## Your task
In the data below, the answer is the run of lines from the line containing "M372,123L381,143L375,146L378,154L364,160L352,132Z" through the line containing "M224,748L250,755L246,767L238,765L235,777L218,772Z", both included; print it exactly and nothing else.

## Input material
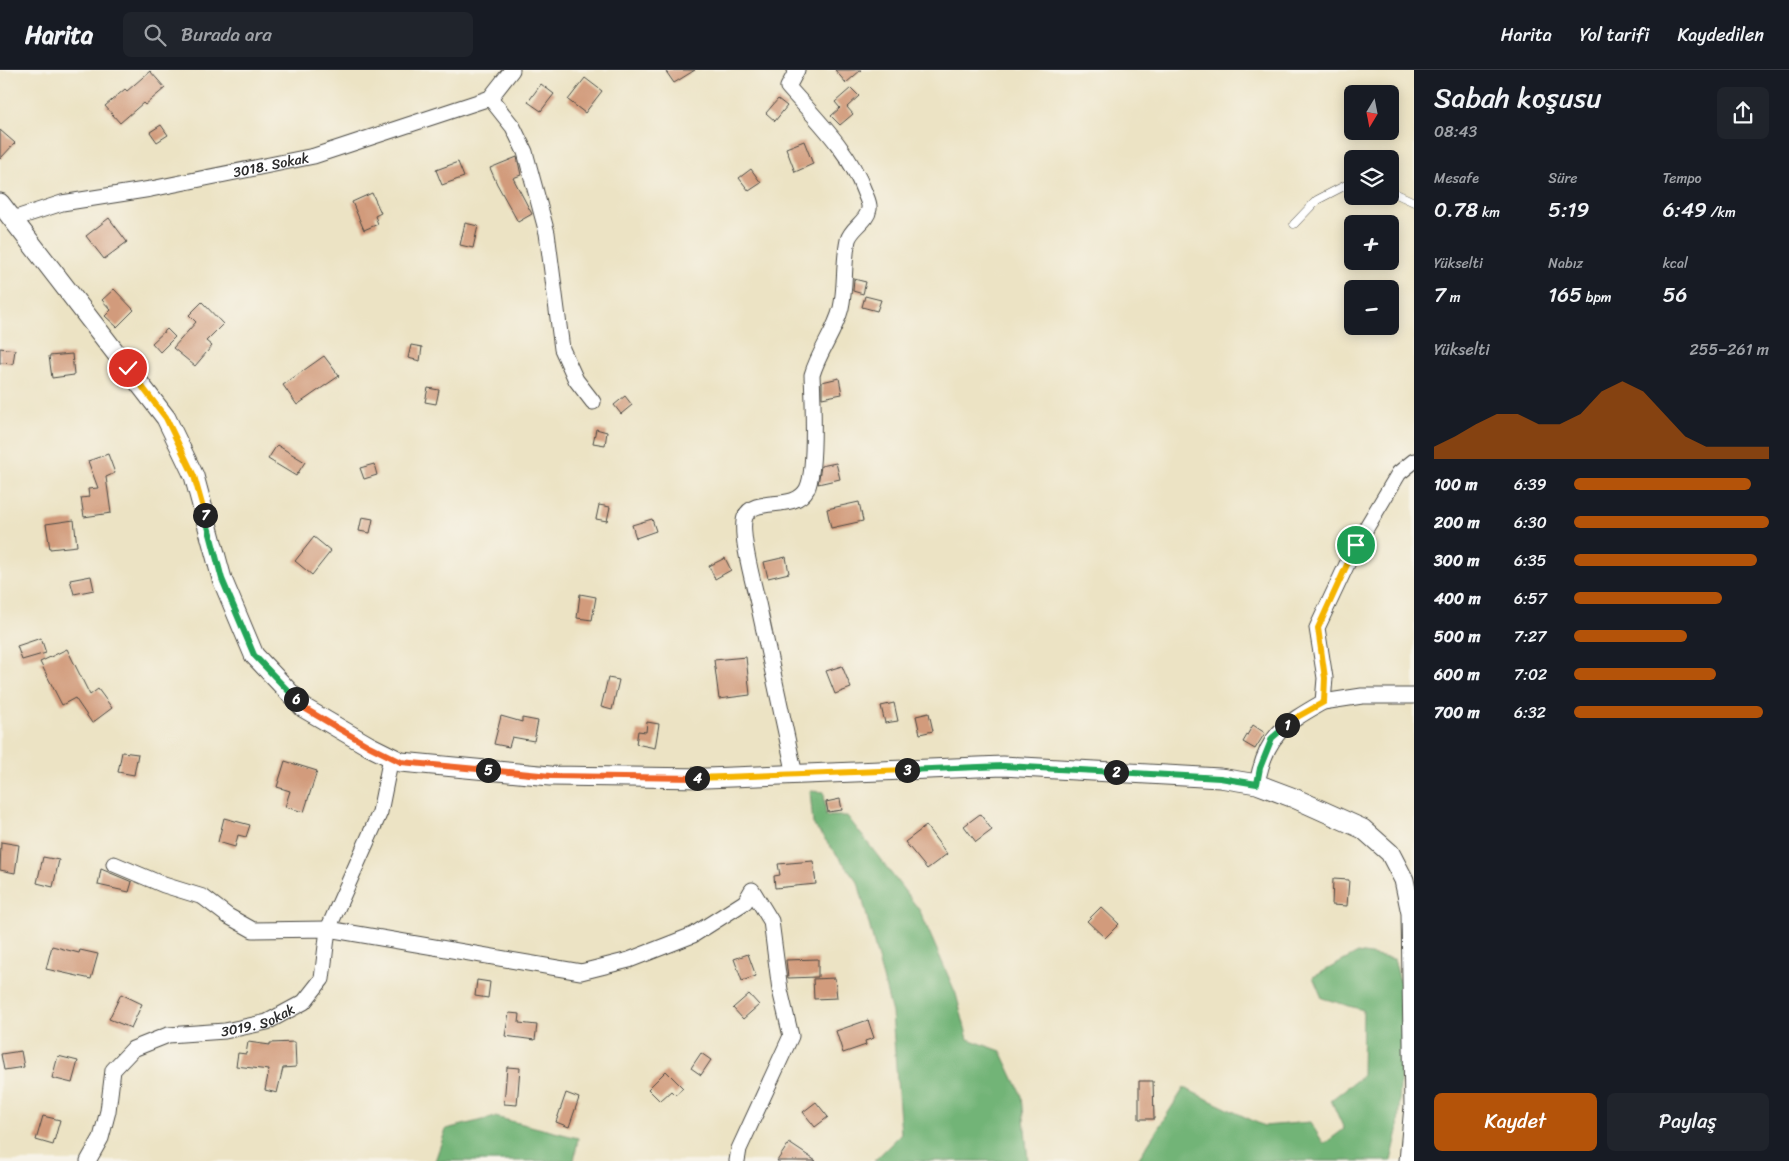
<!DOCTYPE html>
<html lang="tr">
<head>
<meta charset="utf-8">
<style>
	body { margin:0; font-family:Sriracha,sans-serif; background:#20242c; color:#f1f3f6; height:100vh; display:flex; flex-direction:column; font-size:19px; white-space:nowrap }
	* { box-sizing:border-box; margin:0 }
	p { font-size:16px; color:#9ea1a6 }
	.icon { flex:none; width:28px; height:28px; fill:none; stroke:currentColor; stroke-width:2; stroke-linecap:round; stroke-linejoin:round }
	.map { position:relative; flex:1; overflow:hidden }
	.drawer { display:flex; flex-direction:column; background:#171b24; width:375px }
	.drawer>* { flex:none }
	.needle { width:32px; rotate:190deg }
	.tools { position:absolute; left:1344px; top:15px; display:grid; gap:10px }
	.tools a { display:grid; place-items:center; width:55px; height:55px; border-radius:8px; background:#171b24; box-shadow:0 2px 12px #0003; font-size:25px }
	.pin { position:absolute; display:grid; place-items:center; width:42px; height:42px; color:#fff; margin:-21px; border:2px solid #fff; border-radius:50%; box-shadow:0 1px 5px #0007 }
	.km { position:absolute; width:25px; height:25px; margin:-12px; border-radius:50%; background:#222; color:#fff; font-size:14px; line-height:25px; text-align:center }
	.round { display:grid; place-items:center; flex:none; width:52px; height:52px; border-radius:8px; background:#20242c }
	.headline { display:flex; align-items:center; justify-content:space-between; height:85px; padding:0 20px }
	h1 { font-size:28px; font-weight:600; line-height:38px }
	.figures { display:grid; grid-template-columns:repeat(3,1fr); gap:8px; height:85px; padding:5px 20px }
	.figures div { display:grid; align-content:center }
	.figures b { font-size:21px; font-weight:600 }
	.figures small { font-size:14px; font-weight:400 }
	.figures p { font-size:14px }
	.chart { height:140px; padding:10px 20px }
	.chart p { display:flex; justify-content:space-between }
	.chart svg { width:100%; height:90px; margin-top:5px; fill:#b45309; opacity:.7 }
	.action { display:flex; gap:10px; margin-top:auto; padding:10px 20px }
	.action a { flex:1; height:58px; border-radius:8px; background:#b45309; color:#fff; font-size:20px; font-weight:600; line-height:58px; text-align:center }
	.action a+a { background:#20242c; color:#f1f3f6 }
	ul { padding:0 20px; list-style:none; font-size:16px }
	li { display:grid; grid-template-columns:80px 60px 1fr; align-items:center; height:38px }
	li i { height:12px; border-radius:6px; background:#b45309 }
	header { display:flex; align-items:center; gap:30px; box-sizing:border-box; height:70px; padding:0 25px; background:#171b24; border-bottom:1px solid #363941 }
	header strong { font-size:24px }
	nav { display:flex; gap:28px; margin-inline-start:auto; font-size:18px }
	.search { width:350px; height:45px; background:#20242c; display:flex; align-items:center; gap:12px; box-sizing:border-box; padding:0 18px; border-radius:8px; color:#9ea1a6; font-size:19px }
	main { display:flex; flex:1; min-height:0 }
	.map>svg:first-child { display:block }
</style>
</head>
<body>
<header>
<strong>Harita</strong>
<div class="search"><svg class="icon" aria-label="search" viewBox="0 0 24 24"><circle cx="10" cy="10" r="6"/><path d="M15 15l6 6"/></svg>Burada ara</div>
<nav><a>Harita</a><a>Yol tarifi</a><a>Kaydedilen</a></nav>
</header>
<main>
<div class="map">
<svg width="1414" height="1091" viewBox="0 0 1414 1091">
	<rect width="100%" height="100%" fill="#f7f3e8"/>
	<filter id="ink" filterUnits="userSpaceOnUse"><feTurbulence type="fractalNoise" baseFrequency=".02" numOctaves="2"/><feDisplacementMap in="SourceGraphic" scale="10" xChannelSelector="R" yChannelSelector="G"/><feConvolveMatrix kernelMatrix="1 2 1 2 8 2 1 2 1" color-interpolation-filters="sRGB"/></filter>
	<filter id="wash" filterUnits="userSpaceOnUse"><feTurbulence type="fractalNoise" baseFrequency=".0096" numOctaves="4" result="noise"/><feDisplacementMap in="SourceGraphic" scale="20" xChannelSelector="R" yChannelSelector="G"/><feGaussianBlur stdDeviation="1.12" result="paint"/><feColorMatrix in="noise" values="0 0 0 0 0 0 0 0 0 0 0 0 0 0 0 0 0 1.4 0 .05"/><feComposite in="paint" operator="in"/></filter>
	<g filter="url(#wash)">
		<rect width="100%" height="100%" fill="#ece3c4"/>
		<!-- forest -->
		<path fill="#72b477" stroke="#4e7051" d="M810,721L824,722L826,746H847L920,841L956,924L968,969L1001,981L1022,1026L1028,1091H874L901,1064L892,943L858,812L813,754Z
			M1358,883L1394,889L1404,926L1398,1061L1391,1091H1137L1184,1018L1264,1056L1310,1052L1324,1074L1344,1059L1331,1030L1362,1006L1363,940L1322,928L1313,907Z
			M495,1047L578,1068L574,1091H435L446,1059Z"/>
		<g id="blocks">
			<!-- building -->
			<path fill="#d29b7c" d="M665,0H695L674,13Z
				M835,0H861L846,13Z
				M150,1L165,18L145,35L143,33L120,53L105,36L125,19L127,21Z
				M585,8L602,21L585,43L568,30Z
				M541,14L554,24L541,41L528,32Z
				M851,18L859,26L847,37L853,44L840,55L831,46L840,38L835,32Z
				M778,29L787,36L775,51L766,43Z
				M161,55L168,65L157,72L150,62Z
				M0,60L15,73L0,89Z
				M804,71L813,94L795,102L786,78Z
				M517,87L521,105L513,108L532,144L518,152L497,114L490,98Z
				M458,92L464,107L442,115L436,100Z
				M751,99L761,113L749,121L739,108Z
				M372,123L381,143L375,146L378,154L364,160L352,132Z
				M109,148L127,172L104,189L86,166Z
				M465,153L478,156L473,178L460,175Z
				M854,209L866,212L863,224L853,221Z
				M114,219L134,240L117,257L105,246L111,240L102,230Z
				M865,226L881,230L877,241L862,237Z
				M202,232L223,254L206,271L212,276L195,296L173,278L196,252L189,245Z
				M167,259L175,267L160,282L152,273Z
				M411,275L422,277L420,291L408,288Z
				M0,278L15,280L13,294L0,293Z
				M72,284L74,305L52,308L49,286Z
				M324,286L339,306L297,335L283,315Z
				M839,308L842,324L822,328V312Z
				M428,318L439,320L436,334L425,332Z
				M625,326L632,335L621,344L614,335Z
				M596,359L607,362L605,375L593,373Z
				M277,375L305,392L296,406L268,389Z
				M108,384L115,403L106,407L111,443L84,447L81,428L89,427L88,419L98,418L88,391Z
				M836,393L840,409L818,414L821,396Z
				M374,394L377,405L364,409L360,398Z
				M859,432L863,451L831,458L827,439Z
				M599,435L610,437L607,451L596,449Z
				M362,447L373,449L370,463L359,461Z
				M652,449L656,461L636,468L632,455Z
				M74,450L77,476L50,479L46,454Z
				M314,467L331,481L312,505L295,491Z
				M786,487L789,503L768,508L764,492Z
				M725,488L731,500L715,509L709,496Z
				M91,506L94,520L74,524L70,510Z
				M580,524L596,527L592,550L577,548Z
				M41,568L46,583L22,590L17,576Z
				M67,579L90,625L98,619L112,638L92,653L75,628L62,635L40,592Z
				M746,587L750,625L719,629L714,590Z
				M842,596L851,618L835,624L826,601Z
				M608,608L619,610L612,640L601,637Z
				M894,633L898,651L885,653L881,636Z
				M929,643L933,661L920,664L916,646Z
				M501,646L522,652V648L538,651L534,671L512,667L509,677L494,674Z
				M647,652L659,654L655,678L636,674L638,661L646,662Z
				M1253,655L1265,663L1255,679L1243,672Z
				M122,682L138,684L134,705L118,702Z
				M285,691L317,701L304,742L285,737L290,721L277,717Z
				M840,729L842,740L828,742L826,732Z
				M980,744L992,760L976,772L964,756Z
				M224,748L250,755L246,767L238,765L235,777L218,772Z
				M926,756L947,784L927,799L905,772Z
				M1,772L19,775L15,803L0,800Z
				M43,787L59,790L53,817L37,813Z
				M813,791L816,814L775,818L774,806L780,805L778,794Z
				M101,799L132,812L129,822L98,815Z
				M1333,809L1349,810L1347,836L1332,835Z
				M1101,837L1119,854L1105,868L1087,851Z
				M52,876L79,883L80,880L98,884L91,909L46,899Z
				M748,884L756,906L742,911L734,889Z
				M818,889V907L788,908L786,890Z
				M835,908L837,928L814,929L813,909Z
				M477,910L490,912L488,928L475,926Z
				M121,924L142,934L131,958L109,949Z
				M749,924L759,935L743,949L733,938Z
				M509,943L520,944L519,953L537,955L535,970L505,966Z
				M868,950L874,968L865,971L866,975L843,983L836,961Z
				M248,972L270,975V973L295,972L296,997L283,998L277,1023L265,1020L269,1000L236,996L238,983L246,984Z
				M21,981L24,997L4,1000L1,984Z
				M701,983L711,990L701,1005L691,998Z
				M58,986L78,991L72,1013L52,1008Z
				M507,997L520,998L517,1035L504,1034Z
				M666,1001L683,1018L675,1025L671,1021L660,1031L648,1019Z
				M1139,1011H1153L1154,1049H1139Z
				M566,1023L579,1028L569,1057L556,1052Z
				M816,1032L828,1047L815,1057L803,1042Z
				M43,1046L60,1050L53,1075L36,1070Z
				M789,1073L816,1091H777Z"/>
		</g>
	</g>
	<g filter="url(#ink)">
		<use href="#blocks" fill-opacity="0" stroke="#484742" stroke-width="1"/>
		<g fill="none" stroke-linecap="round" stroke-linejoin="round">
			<!-- service casing -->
			<g stroke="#484742" stroke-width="9">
				<path id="service" d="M1390,121L1414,132
					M1294,154L1317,130L1348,114L1352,115"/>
			</g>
			<!-- minor casing -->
			<g stroke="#484742" stroke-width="17">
				<g id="minor">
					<path d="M490,28L513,57L525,82L547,163L562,279L576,310L593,332"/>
					<path id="s1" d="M13,149L62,133L151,119L314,86L490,28L512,0"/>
					<path d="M1323,632L1362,626H1414"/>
					<path d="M795,705C783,648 770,591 758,533C754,515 739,463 745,447C754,425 794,443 807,419C816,401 813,327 812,305C819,281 835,262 841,238C846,216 843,193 848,170C851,158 867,152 869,139C870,133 866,127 864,121C849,80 816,49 788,17L797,0"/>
					<path d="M1257,714C1266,665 1283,655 1323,632L1325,608L1317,558L1356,475L1399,403L1414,391"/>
					<path d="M114,794L164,815L203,827L228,846L253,860L328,859L581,902L629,890L693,865L745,832L752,820L771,851L780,920L791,966L739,1079L737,1091"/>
					<path id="s2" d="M88,1091L101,1068L108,1041L113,1000L133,979L168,965L225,961L267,952L304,932L322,909L328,859L380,742L391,687"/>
				</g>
			</g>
			<!-- tertiary casing -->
			<g stroke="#484742" stroke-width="21">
				<path id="tertiary" d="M0,133L166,348L194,406L222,509L254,585L304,638L369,676L401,692L550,706L706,708L1003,696L1220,708L1257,714L1294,728L1363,759L1390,783L1404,810L1411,843L1414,1036L1409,1091"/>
			</g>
			<!-- service -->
			<use href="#service" stroke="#fff" stroke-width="8"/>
			<!-- minor -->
			<use href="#minor" stroke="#fff" stroke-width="15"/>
			<!-- tertiary -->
			<use href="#tertiary" stroke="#fff" stroke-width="19"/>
		</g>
	</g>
	<g fill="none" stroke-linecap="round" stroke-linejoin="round" filter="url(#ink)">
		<!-- split-1 casing -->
		<g stroke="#fff" stroke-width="10">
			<path id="split-1" d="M1287,655L1292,650L1324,632L1325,608L1318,558L1356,475"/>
		</g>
		<!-- split-2 casing -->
		<g stroke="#fff" stroke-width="10">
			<path id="split-2" d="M1116,702L1220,708L1257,714L1260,698L1272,668L1287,655"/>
		</g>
		<!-- split-3 casing -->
		<g stroke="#fff" stroke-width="10">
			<path id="split-3" d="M907,700L1003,696L1116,702"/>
		</g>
		<!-- split-4 casing -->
		<g stroke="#fff" stroke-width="10">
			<path id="split-4" d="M697,708L907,700"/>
		</g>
		<!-- split-5 casing -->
		<g stroke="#fff" stroke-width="10">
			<path id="split-5" d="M488,700L550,706L697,708"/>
		</g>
		<!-- split-6 casing -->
		<g stroke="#fff" stroke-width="10">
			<path id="split-6" d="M296,629L304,638L336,657L369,676L401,692L488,700"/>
		</g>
		<!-- split-7 casing -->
		<g stroke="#fff" stroke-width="10">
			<path id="split-7" d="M205,445L222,509L254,585L296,629"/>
		</g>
		<!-- split-8 casing -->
		<g stroke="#fff" stroke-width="10">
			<path id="split-8" d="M128,298L166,348L194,406L205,445"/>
		</g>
		<!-- split-1 -->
		<use href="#split-1" stroke="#f5b400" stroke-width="6"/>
		<!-- split-2 -->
		<use href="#split-2" stroke="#22a559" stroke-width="6"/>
		<!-- split-3 -->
		<use href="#split-3" stroke="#22a559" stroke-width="6"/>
		<!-- split-4 -->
		<use href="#split-4" stroke="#f5b400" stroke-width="6"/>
		<!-- split-5 -->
		<use href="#split-5" stroke="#f0652b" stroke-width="6"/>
		<!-- split-6 -->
		<use href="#split-6" stroke="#f0652b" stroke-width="6"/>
		<!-- split-7 -->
		<use href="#split-7" stroke="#22a559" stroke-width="6"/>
		<!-- split-8 -->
		<use href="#split-8" stroke="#f5b400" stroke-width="6"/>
	</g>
	<g text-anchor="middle" stroke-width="5" stroke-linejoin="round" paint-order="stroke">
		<!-- street labels -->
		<g font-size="14" fill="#2b2b2b" stroke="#f7f3e8">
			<text dy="5" stroke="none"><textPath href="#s1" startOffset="264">3018. Sokak</textPath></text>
			<text dy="5" stroke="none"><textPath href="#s2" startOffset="254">3019. Sokak</textPath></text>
		</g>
	</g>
</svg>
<div class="tools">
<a><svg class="needle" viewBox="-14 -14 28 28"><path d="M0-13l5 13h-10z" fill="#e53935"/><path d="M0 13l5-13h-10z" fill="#9ea1a6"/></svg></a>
<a><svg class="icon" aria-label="layers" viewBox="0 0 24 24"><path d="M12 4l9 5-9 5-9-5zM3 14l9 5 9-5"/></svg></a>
<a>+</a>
<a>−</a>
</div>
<div class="pin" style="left:1356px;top:475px;background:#1e9e55"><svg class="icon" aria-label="arrive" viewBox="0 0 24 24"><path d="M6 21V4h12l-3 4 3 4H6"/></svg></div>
<div class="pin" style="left:128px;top:298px;background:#d93025"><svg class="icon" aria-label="check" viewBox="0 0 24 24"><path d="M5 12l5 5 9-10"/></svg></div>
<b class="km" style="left:1287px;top:655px">1</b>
<b class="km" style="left:1116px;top:702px">2</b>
<b class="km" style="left:907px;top:700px">3</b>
<b class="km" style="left:697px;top:708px">4</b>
<b class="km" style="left:488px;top:700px">5</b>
<b class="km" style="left:296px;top:629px">6</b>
<b class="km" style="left:205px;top:445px">7</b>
</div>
<section class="drawer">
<div class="headline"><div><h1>Sabah koşusu</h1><p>08:43</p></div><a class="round"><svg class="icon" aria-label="share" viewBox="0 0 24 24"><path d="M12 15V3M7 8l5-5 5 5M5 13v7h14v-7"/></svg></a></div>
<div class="figures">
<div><p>Mesafe</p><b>0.78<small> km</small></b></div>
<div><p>Süre</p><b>5:19</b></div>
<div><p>Tempo</p><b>6:49<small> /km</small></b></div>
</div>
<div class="figures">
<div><p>Yükselti</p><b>7<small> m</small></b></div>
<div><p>Nabız</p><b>165<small> bpm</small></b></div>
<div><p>kcal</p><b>56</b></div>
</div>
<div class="chart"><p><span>Yükselti</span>255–261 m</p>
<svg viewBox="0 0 160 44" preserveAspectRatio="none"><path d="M0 44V38L10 33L20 27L30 22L40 22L50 27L60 27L70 22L80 11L90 6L100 11L110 22L120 33L130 38L140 38L150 38L160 38V44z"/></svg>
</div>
<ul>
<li><b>100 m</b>6:39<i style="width:91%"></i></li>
<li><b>200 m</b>6:30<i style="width:100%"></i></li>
<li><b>300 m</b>6:35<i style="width:94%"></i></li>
<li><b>400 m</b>6:57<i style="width:76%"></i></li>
<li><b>500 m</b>7:27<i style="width:58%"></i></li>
<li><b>600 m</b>7:02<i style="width:73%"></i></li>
<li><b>700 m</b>6:32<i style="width:97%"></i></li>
</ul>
<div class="action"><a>Kaydet</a><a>Paylaş</a></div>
</section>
</main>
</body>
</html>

## Output of the exercise
				M372,123L381,143L375,146L378,154L364,160L352,132Z
				M109,148L127,172L104,189L86,166Z
				M465,153L478,156L473,178L460,175Z
				M854,209L866,212L863,224L853,221Z
				M114,219L134,240L117,257L105,246L111,240L102,230Z
				M865,226L881,230L877,241L862,237Z
				M202,232L223,254L206,271L212,276L195,296L173,278L196,252L189,245Z
				M167,259L175,267L160,282L152,273Z
				M411,275L422,277L420,291L408,288Z
				M0,278L15,280L13,294L0,293Z
				M72,284L74,305L52,308L49,286Z
				M324,286L339,306L297,335L283,315Z
				M839,308L842,324L822,328V312Z
				M428,318L439,320L436,334L425,332Z
				M625,326L632,335L621,344L614,335Z
				M596,359L607,362L605,375L593,373Z
				M277,375L305,392L296,406L268,389Z
				M108,384L115,403L106,407L111,443L84,447L81,428L89,427L88,419L98,418L88,391Z
				M836,393L840,409L818,414L821,396Z
				M374,394L377,405L364,409L360,398Z
				M859,432L863,451L831,458L827,439Z
				M599,435L610,437L607,451L596,449Z
				M362,447L373,449L370,463L359,461Z
				M652,449L656,461L636,468L632,455Z
				M74,450L77,476L50,479L46,454Z
				M314,467L331,481L312,505L295,491Z
				M786,487L789,503L768,508L764,492Z
				M725,488L731,500L715,509L709,496Z
				M91,506L94,520L74,524L70,510Z
				M580,524L596,527L592,550L577,548Z
				M41,568L46,583L22,590L17,576Z
				M67,579L90,625L98,619L112,638L92,653L75,628L62,635L40,592Z
				M746,587L750,625L719,629L714,590Z
				M842,596L851,618L835,624L826,601Z
				M608,608L619,610L612,640L601,637Z
				M894,633L898,651L885,653L881,636Z
				M929,643L933,661L920,664L916,646Z
				M501,646L522,652V648L538,651L534,671L512,667L509,677L494,674Z
				M647,652L659,654L655,678L636,674L638,661L646,662Z
				M1253,655L1265,663L1255,679L1243,672Z
				M122,682L138,684L134,705L118,702Z
				M285,691L317,701L304,742L285,737L290,721L277,717Z
				M840,729L842,740L828,742L826,732Z
				M980,744L992,760L976,772L964,756Z
				M224,748L250,755L246,767L238,765L235,777L218,772Z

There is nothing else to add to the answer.